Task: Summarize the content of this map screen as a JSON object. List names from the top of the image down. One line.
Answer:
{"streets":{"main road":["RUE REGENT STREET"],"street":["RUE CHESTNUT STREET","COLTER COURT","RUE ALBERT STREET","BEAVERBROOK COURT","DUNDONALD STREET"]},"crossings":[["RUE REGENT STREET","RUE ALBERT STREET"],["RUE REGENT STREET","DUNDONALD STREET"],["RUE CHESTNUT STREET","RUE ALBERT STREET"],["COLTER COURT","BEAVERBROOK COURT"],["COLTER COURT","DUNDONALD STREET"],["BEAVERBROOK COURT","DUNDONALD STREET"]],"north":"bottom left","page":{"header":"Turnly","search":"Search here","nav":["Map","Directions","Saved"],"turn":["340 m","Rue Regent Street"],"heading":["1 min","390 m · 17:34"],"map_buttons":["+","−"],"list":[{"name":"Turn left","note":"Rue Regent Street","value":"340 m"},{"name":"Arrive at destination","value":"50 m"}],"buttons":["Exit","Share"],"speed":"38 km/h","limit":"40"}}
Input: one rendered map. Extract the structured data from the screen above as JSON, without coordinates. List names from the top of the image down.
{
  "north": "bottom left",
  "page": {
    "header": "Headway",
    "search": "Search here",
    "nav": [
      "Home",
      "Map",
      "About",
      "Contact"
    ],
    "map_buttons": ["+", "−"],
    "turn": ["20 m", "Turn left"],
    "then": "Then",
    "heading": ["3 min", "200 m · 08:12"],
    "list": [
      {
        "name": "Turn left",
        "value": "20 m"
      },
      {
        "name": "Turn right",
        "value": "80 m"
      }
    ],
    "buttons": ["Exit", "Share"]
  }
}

▸ INSTRUCTIONS FOR THE TASK
Each record must be transcribed exactly, with nothing left out.

▸ THE COMPLETED TASK
Task: Summarize the content of this map screen as a JSON object. List names from the top of the image down. One line.
Answer:
{"streets":{"main road":["RUE REGENT STREET"],"street":["RUE CHESTNUT STREET","COLTER COURT","RUE ALBERT STREET","BEAVERBROOK COURT","DUNDONALD STREET"]},"crossings":[["RUE REGENT STREET","RUE ALBERT STREET"],["RUE REGENT STREET","DUNDONALD STREET"],["RUE CHESTNUT STREET","RUE ALBERT STREET"],["COLTER COURT","BEAVERBROOK COURT"],["COLTER COURT","DUNDONALD STREET"],["BEAVERBROOK COURT","DUNDONALD STREET"]],"north":"bottom left","page":{"header":"Turnly","search":"Search here","nav":["Map","Directions","Saved"],"turn":["340 m","Rue Regent Street"],"heading":["1 min","390 m · 17:34"],"map_buttons":["+","−"],"list":[{"name":"Turn left","note":"Rue Regent Street","value":"340 m"},{"name":"Arrive at destination","value":"50 m"}],"buttons":["Exit","Share"],"speed":"38 km/h","limit":"40"}}
Input: one rendered map. Extract the structured data from the screen above as JSON, without coordinates. List names from the top of the image down.
{
  "north": "bottom left",
  "page": {
    "header": "Headway",
    "search": "Search here",
    "nav": [
      "Home",
      "Map",
      "About",
      "Contact"
    ],
    "map_buttons": ["+", "−"],
    "turn": ["20 m", "Turn left"],
    "then": "Then",
    "heading": ["3 min", "200 m · 08:12"],
    "list": [
      {
        "name": "Turn left",
        "value": "20 m"
      },
      {
        "name": "Turn right",
        "value": "80 m"
      }
    ],
    "buttons": ["Exit", "Share"]
  }
}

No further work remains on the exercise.